The skyrocketing emission of greenhouse gases has been leading to global warming and climate change. Scientists, across the globe, have been relentlessly trying to figure out innovative solutions to curb the concentration of carbon dioxide — a heat-trapping greenhouse gas — from the atmosphere. A glimmer of hope has emanated from the deep waters of our oceans in the form of whales! Yes, the behemoth creatures who have been ruling the water world for ages. When it comes to choosing between planting more trees and conserving more whales to sequester carbon from the atmosphere, we might benefit more from the latter. In recent years, policymakers have prioritised their preservation and conservation which has become a top climate agenda.
Whales are the natural carbon sink of our planet. Studies estimate that a single whale can absorb an average of 33 tonnes of carbon dioxide in its lifetime which is far better than the carbon sequestering capacity of a tree which absorbs 48 pounds of carbon dioxide per year — equivalent to 2.4 tonnes of CO2 if it lives for 100 years! Thus, along with forest conservation, the protection of great whales too can significantly reduce CO2 levels from the atmosphere. Baleen and sperm whales — in their giant bodies — can store a massive amount of carbon in the form of fats and proteins. This huge carbon sucking potential of these mammals make them one of the greatest carbon sinks. When they die and descend, they take this stored carbon in their carcasses deep into the ocean floors where the carbon remains out of the atmospheric cycle for hundreds of years! A 2010 study revealed that baleen whales including blue, humpback and minke whales can move 30,000 tonnes of carbon into the deep sea per year as their carcasses descend. Researchers say this carbon sink capacity could increase by 160,000 tonnes a year if we could boost the population of great whales to their pre-commercial whaling size.

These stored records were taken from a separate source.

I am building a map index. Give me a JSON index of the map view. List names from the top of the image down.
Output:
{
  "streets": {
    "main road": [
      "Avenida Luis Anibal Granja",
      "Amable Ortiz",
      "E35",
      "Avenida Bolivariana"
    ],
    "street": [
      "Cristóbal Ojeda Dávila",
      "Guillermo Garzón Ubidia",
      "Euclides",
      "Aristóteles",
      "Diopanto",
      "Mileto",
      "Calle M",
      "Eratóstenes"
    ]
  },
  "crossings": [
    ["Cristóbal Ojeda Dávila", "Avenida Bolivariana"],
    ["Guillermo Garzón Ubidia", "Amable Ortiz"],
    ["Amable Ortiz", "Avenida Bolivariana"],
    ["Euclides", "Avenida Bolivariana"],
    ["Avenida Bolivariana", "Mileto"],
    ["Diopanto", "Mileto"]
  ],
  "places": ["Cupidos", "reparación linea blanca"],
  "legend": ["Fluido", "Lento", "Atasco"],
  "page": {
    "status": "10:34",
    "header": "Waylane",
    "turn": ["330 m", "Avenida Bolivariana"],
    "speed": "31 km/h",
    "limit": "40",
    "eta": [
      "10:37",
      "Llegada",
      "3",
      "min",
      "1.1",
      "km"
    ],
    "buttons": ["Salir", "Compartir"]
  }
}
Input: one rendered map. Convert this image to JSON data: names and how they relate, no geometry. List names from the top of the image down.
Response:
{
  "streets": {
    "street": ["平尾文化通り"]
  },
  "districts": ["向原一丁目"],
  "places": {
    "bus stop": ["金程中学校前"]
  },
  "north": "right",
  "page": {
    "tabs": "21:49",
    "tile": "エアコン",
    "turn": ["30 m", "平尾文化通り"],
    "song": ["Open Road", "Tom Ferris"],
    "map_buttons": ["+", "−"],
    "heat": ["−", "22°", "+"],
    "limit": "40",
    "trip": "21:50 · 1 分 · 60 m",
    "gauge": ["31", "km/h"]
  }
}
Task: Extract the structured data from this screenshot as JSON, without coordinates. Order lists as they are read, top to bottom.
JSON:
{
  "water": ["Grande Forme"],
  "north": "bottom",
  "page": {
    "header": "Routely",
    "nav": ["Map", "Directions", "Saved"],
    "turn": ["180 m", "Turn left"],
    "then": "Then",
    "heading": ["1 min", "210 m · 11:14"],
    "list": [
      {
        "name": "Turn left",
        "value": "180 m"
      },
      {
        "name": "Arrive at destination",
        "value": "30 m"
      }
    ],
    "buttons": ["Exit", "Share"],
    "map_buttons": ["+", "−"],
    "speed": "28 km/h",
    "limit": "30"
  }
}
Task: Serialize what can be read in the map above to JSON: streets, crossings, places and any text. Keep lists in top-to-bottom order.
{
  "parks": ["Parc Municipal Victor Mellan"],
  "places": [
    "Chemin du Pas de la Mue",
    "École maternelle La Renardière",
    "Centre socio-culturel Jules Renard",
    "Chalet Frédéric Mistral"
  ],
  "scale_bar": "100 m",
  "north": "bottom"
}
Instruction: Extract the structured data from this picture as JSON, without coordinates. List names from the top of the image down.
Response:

Whales can help sequester carbon in other ways as well. Their excreta can release an enormous amount of nutrients into the oceans. These nutrients — mainly nitrogen, phosphorus and iron — help microscopic creatures like phytoplankton and marine algae to grow which, in turn, can remove more carbon out of the atmosphere through the process of photosynthesis. They have been estimated to pull out 40 per cent of all the CO2 emitted into the atmosphere.
In the last couple of years, we have seen massive die-offs of whales, especially in North America. Climate change has been warming ocean temperature and as a result, sea ice has been melting in the polar regions, which has threatened the Arctic and Antarctic ecology. The disturbance in these regions which are the feeding grounds of many species of whales might have triggered the recent die-offs. Warmer ocean temperatures and shrinking ice sheets have affected the benthic habitats of the creatures which whales feed on. This shortage of food, coupled with their growing population since whaling stopped, have been starving and killing the whales. Thus, to put a brake on future die-offs, it has become imperative to conserve whales so that we can reduce some impacts of climate change by carbon sequestration via whales.